Şiirlerinde ve diğer eserlerinde İslamiyet'i ve Türklüğü tarihi derinliği ve beşeri değerleriyle ele alan usta edebiyatçı, aynı zamanda Türkiye-Azerbaycan kardeşliğini pekiştiren eserler de yazdı.
Eserleri sekizden fazla dile çevrilen Vahapzade, 70'i aşkın şiir kitabı, 11 ilmi eser, 2 monografi, piyesler ve yüzlerce makale yayımladı.
Şiirlerinde vatan sevgisi, ana dil, özgürlük, millet, aile ve hasret temaları ön planda olan Vahapzade'nin 15'in üzerinde eseri Türkiye'de de basıldı.
Bahtiyar Vahapzade, 13 Şubat 2009'da Bakü'de vefat etti.
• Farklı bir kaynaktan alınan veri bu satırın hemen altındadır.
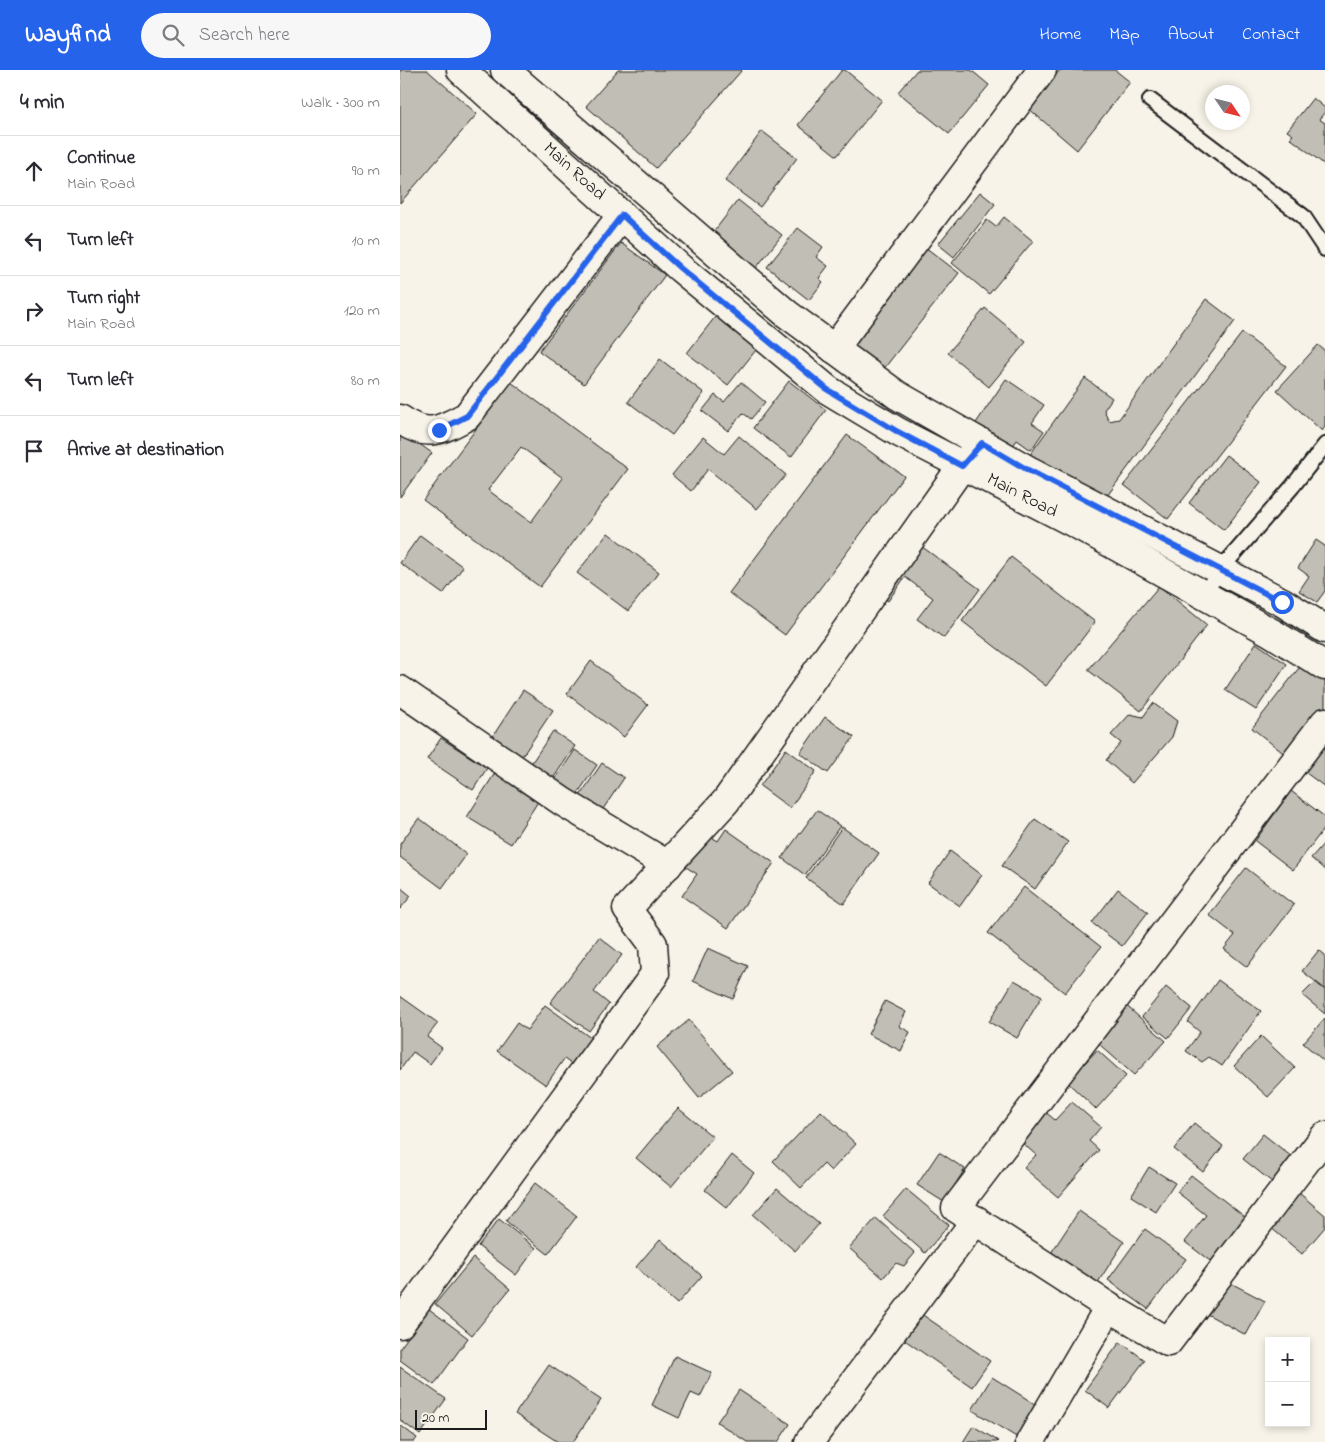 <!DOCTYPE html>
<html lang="en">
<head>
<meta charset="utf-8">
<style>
  body { margin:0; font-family:"Indie Flower",sans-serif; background:#f7f7f7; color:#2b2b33 }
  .controls { position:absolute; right:15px; bottom:15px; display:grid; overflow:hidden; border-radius:0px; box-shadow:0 2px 8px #0003 }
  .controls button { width:45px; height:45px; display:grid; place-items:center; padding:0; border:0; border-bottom:1px solid #e1e1e2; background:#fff; color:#2b2b33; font:25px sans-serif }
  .compass { position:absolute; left:805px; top:15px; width:45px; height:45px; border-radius:50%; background:#fff; box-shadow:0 2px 8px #0003; rotate:125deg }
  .scale { position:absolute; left:15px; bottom:12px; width:72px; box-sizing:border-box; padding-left:5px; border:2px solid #1c1c1c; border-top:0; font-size:14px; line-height:18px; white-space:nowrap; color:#1c1c1c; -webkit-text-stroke:4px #f7f3e8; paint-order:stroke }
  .stop { position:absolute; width:15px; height:15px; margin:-11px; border:4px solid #2563eb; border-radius:50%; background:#fff }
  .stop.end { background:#2563eb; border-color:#fff; box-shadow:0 1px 5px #0008 }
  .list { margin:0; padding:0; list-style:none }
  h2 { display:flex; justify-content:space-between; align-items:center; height:65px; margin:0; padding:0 20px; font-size:21px }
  h2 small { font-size:16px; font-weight:400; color:#7c7c81 }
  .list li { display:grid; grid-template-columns:32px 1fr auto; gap:15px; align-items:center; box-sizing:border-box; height:70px; padding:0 20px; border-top:1px solid #e1e1e2 }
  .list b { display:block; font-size:19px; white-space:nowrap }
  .list p { margin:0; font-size:16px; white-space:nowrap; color:#7c7c81 }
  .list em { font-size:16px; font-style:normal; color:#7c7c81 }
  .icon { flex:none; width:28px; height:28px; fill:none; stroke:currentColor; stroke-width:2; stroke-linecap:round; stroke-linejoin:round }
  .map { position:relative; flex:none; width:925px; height:1372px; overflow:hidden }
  header { display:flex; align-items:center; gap:30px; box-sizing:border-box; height:70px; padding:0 25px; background:#2563eb; color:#fff }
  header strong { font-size:24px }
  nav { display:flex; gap:28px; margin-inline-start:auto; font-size:18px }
  .search { width:350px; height:45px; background:#f7f7f7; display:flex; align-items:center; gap:12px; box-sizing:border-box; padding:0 18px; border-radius:28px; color:#7c7c81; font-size:19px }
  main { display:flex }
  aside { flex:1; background:#fff }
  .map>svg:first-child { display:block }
  .building { fill:#c0beb5; stroke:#1c1c1c; fill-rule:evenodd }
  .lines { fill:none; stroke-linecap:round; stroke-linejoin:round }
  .service-casing { stroke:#1c1c1c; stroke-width:18 }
  .minor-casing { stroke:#1c1c1c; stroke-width:31 }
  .tertiary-casing { stroke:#1c1c1c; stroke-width:31 }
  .secondary-casing { stroke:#1c1c1c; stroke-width:31 }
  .service { stroke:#f7f3e8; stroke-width:14 }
  .minor { stroke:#f7f3e8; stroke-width:28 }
  .tertiary { stroke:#f7f3e8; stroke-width:28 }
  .secondary { stroke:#f7f3e8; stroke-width:28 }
  .route { stroke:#2563eb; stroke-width:6 }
  .labels { text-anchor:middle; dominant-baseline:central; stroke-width:4; stroke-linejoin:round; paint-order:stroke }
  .street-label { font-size:18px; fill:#1c1c1c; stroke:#f7f3e8 }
</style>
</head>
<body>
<header>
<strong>Wayfind</strong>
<div class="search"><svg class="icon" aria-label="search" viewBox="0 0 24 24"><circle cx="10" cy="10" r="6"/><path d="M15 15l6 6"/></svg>Search here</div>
<nav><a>Home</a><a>Map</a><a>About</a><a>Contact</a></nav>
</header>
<main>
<aside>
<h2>4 min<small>Walk · 300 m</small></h2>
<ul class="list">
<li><svg class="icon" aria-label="ahead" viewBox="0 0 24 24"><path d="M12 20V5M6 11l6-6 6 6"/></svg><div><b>Continue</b><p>Main Road</p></div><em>90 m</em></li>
<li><svg class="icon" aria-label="left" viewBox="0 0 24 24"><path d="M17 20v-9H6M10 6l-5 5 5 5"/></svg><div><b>Turn left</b></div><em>10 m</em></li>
<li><svg class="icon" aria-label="right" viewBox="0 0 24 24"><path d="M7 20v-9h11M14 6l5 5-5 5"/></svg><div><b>Turn right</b><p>Main Road</p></div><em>120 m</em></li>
<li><svg class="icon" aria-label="left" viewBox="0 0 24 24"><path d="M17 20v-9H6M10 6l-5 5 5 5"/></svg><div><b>Turn left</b></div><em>80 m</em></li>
<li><svg class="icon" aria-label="arrive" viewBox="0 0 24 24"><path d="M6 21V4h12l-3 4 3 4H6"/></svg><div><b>Arrive at destination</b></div></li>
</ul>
</aside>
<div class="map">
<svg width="925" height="1372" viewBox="0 0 925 1372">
  <rect width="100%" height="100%" fill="#f7f3e8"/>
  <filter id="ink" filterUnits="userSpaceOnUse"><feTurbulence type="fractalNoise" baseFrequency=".02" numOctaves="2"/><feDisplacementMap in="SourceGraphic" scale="10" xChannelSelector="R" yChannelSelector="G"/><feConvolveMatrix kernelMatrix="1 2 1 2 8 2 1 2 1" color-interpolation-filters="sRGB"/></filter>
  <g filter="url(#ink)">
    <path class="building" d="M 0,0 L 27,0 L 77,44 L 0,133 Z
      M 218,0 L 342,0 L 256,98 L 186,36 Z
      M 442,0 L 445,0 L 482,30 L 437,86 L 398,55 Z
      M 517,0 L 571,0 L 589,15 L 549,64 L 498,22 Z
      M 660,0 L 715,0 L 730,12 L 677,80 L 628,38 Z
      M 913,28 L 925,38 L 925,42 L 919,49 L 925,53 L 925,95 L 890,68 L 893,65 L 887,61 Z
      M 362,61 L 397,88 L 360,137 L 325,111 Z
      M 580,122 L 595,134 L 554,187 L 538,174 Z
      M 338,130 L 382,165 L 356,198 L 312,164 Z
      M 604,147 L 633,171 L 589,224 L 552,193 L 587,150 L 596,157 Z
      M 398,158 L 423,177 L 416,187 L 428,196 L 419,208 L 423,212 L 409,230 L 367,197 Z
      M 221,173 L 265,205 L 184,314 L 139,281 Z
      M 525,177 L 559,203 L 482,301 L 448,275 Z
      M 806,229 L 835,251 L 699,437 L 629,386 L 685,308 L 712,328 L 704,340 L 709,351 L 719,349 Z
      M 585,238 L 626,272 L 589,317 L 548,283 Z
      M 319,242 L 360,275 L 328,315 L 287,283 Z
      M 842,263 L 886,296 L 768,449 L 724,415 Z
      M 918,275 L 925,281 L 925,357 L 922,361 L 877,320 Z
      M 260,289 L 304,323 L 272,365 L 228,332 Z
      M 606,309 L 644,335 L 632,353 L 644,361 L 631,380 L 617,370 L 610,380 L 574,356 Z
      M 389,311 L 426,340 L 391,387 L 353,358 Z
      M 111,312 L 228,399 L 140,517 L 23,430 ZM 121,377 L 163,408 L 131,452 L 88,420 Z
      M 341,312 L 365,332 L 351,349 L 343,343 L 328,361 L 302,341 L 315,325 L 324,332 Z
      M 0,360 L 32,383 L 0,427 Z
      M 447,365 L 504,406 L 385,565 L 329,523 Z
      M 339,366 L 386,405 L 357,439 L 308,399 L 291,421 L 272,405 L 303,367 L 324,384 Z
      M 826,385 L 861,412 L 824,460 L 789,433 Z
      M 208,463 L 259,502 L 228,541 L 177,503 Z
      M 20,465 L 63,497 L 43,524 L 0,493 Z
      M 916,470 L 925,476 L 925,521 L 917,532 L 899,521 L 909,506 L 898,498 Z
      M 514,471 L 580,519 L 544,568 L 517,549 L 533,528 L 505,507 L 488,531 L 477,523 Z
      M 611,487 L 695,552 L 646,616 L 562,551 Z
      M 759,516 L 807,555 L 741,641 L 688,600 Z
      M 856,573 L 887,594 L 856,640 L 825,620 Z
      M 906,589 L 925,604 L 925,648 L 892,690 L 852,658 Z
      M 191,591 L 248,635 L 224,667 L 167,624 Z
      M 123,620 L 153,640 L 119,691 L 89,672 Z
      M 753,633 L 777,651 L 772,667 L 732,713 L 706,690 L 721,673 L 711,665 L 730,644 L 743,647 Z
      M 425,647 L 454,667 L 428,703 L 400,683 Z
      M 153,661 L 175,676 L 150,713 L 128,698 Z
      M 925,661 L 925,717 L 898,697 Z
      M 41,668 L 87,698 L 73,720 L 27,689 Z
      M 386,679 L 416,701 L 390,738 L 360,716 Z
      M 175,680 L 197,695 L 172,732 L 150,717 Z
      M 202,693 L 224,708 L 199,745 L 177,730 Z
      M 95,703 L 139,730 L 111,774 L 67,747 Z
      M 891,721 L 925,747 L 925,757 L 893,800 L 855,771 Z
      M 417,740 L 440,756 L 405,805 L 382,788 Z
      M 19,748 L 67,784 L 42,818 L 0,787 L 0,774 Z
      M 635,749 L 668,772 L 635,819 L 602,796 Z
      M 442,757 L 479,783 L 444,834 L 406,808 Z
      M 326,759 L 374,793 L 328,858 L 282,826 L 297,804 L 286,797 L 308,765 L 318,771 Z
      M 925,772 L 925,800 L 911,788 Z
      M 550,781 L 582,805 L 560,836 L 528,813 Z
      M 846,798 L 894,835 L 847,897 L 824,879 L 835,865 L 809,845 Z
      M 0,817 L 11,826 L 0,839 Z
      M 624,817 L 701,877 L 665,923 L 588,863 Z
      M 718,819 L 748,842 L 722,876 L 692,853 Z
      M 199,867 L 222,885 L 194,922 L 209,934 L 189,961 L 150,933 Z
      M 308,878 L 348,896 L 333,929 L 293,911 Z
      M 919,880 L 925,885 L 925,919 L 902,901 Z
      M 614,910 L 642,926 L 617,968 L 589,952 Z
      M 818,910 L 861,941 L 822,996 L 809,987 L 802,992 L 786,981 L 800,962 L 788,952 Z
      M 915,912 L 925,920 L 925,944 L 902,925 Z
      M 766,917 L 792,938 L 768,968 L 742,947 Z
      M 0,926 L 38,953 L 27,967 L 42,978 L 30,994 L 13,982 L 0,1000 Z
      M 485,931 L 506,942 L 499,956 L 510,962 L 501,981 L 468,964 Z
      M 721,931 L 766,971 L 734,1005 L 691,967 Z
      M 145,935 L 195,971 L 177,998 L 164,989 L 146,1015 L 97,981 L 117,953 L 127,960 Z
      M 925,948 L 925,992 L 903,973 Z
      M 289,950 L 332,1001 L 299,1028 L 257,977 Z
      M 861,966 L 895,998 L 868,1027 L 834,996 Z
      M 697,980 L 726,1006 L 696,1039 L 667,1012 Z
      M 672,1032 L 701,1057 L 689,1071 L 699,1080 L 658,1127 L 624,1098 L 636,1085 L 618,1069 L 643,1040 L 655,1050 Z
      M 278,1038 L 313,1067 L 271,1117 L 236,1088 Z
      M 421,1041 L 456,1074 L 431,1101 L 424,1094 L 401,1118 L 373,1091 Z
      M 794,1053 L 823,1076 L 803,1102 L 774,1079 Z
      M 863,1064 L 892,1087 L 872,1112 L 843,1089 Z
      M 539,1082 L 565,1099 L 544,1132 L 517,1115 Z
      M 332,1085 L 354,1103 L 327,1138 L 305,1120 Z
      M 749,1097 L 775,1113 L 756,1142 L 731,1126 Z
      M 791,1105 L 849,1150 L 814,1194 L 785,1172 L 806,1145 L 777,1122 Z
      M 135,1113 L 177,1146 L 148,1184 L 106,1151 Z
      M 892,1117 L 925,1145 L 925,1157 L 902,1184 L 863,1151 Z
      M 377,1118 L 419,1154 L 395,1181 L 353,1145 Z
      M 506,1119 L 549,1155 L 525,1183 L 483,1146 Z
      M 679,1141 L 724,1172 L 693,1220 L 647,1189 Z
      M 476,1148 L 515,1183 L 504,1196 L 496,1193 L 483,1208 L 449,1178 Z
      M 99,1149 L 136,1178 L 116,1205 L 78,1176 Z
      M 745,1159 L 786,1189 L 748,1239 L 708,1210 Z
      M 260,1169 L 302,1206 L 277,1234 L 236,1197 Z
      M 73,1188 L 110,1219 L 72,1265 L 35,1234 Z
      M 823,1209 L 865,1231 L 846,1265 L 805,1243 Z
      M 29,1239 L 68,1268 L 34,1315 L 0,1290 L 0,1278 Z
      M 517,1241 L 590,1291 L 572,1317 L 499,1266 Z
      M 720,1272 L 745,1290 L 709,1338 L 685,1320 Z
      M 275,1286 L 312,1303 L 300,1327 L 291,1323 L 279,1348 L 252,1335 Z
      M 149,1295 L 201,1330 L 173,1372 L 158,1372 L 115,1344 Z
      M 0,1297 L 46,1329 L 20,1365 L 0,1350 Z
      M 592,1307 L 638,1336 L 618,1368 L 572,1340 Z
      M 339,1320 L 390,1354 L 378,1372 L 347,1372 L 317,1352 Z
      M 0,1355 L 17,1368 L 14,1372 L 0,1372 Z
      M 573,1356 L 598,1371 L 597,1372 L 563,1372 Z"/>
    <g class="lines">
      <defs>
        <path id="service" d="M 750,30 L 903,146 L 925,179
          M 803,525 L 820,500 L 892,417 L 925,375"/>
        <path id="minor" d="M 434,279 L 642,0
          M 0,349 C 27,369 41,360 67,346 L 222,145
          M 0,620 L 163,732 L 268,795
          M 925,652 L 556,1138 L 709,1237 L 768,1272 L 925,1066
          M 409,1372 L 576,1150
          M 630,1372 L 709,1237"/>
        <path id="tertiary" d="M 0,1254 L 255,904 L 253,874 L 227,839 L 326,731 L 562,396 L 582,373"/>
        <g id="secondary">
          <path id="s1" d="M 61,0 L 280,198 L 428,320 L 498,362 L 680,456 L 872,563 L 925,596"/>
          <path d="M 105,0 L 387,244 L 497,325 L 628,400 L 882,532 L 925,559"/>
        </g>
      </defs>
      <use href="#service" class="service-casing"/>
      <use href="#minor" class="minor-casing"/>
      <use href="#tertiary" class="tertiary-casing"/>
      <use href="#secondary" class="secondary-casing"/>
      <use href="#service" class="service"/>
      <use href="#minor" class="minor"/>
      <use href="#tertiary" class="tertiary"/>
      <use href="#secondary" class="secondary"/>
    </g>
  </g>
  <g class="lines" filter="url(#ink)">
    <path class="route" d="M 39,360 L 67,346 L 222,145 L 280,198 L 428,320 L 498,362 L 562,396 L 582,373 L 628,400 L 882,532"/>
  </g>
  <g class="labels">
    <g class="street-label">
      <text stroke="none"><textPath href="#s1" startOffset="152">Main Road</textPath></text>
      <text stroke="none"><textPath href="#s1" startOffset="708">Main Road</textPath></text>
    </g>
  </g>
</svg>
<div class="controls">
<button>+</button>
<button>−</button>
</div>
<svg class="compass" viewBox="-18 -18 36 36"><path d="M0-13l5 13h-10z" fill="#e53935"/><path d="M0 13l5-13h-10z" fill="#7c7c81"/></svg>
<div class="scale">20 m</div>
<div class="stop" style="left:882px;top:532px"></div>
<div class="stop end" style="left:39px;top:360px"></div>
</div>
</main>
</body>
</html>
Cenazesi, ülkenin önemli şair, edebiyatçı, bilim ve siyaset insanlarının mezarlarının bulunduğu Fahri Hıyaban'da toprağa verildi.
Sanatçının şiirleri
"İnsan ve Zaman" (1964), "Bir Ürekde Dört Fasıl" (1966), "Kökler... Budaklar" (1968), "Deniz", "Sahil" (1969), "Bir Baharın Karanguşu" (1971), "Tan Yeri" (1973), "Seçilmiş Eserleri" (I-II, 1974-75), "Açık Sohbet" (1977), "Açılan Seherlere Selam" (1979), "Payız Düşünceleri" (1981), "Özümle Sohbet" (1985), "Ahı", "Dünya Fırlanır" (1987), "Lirika" (1990), "Nağıl-Heyat" (1991).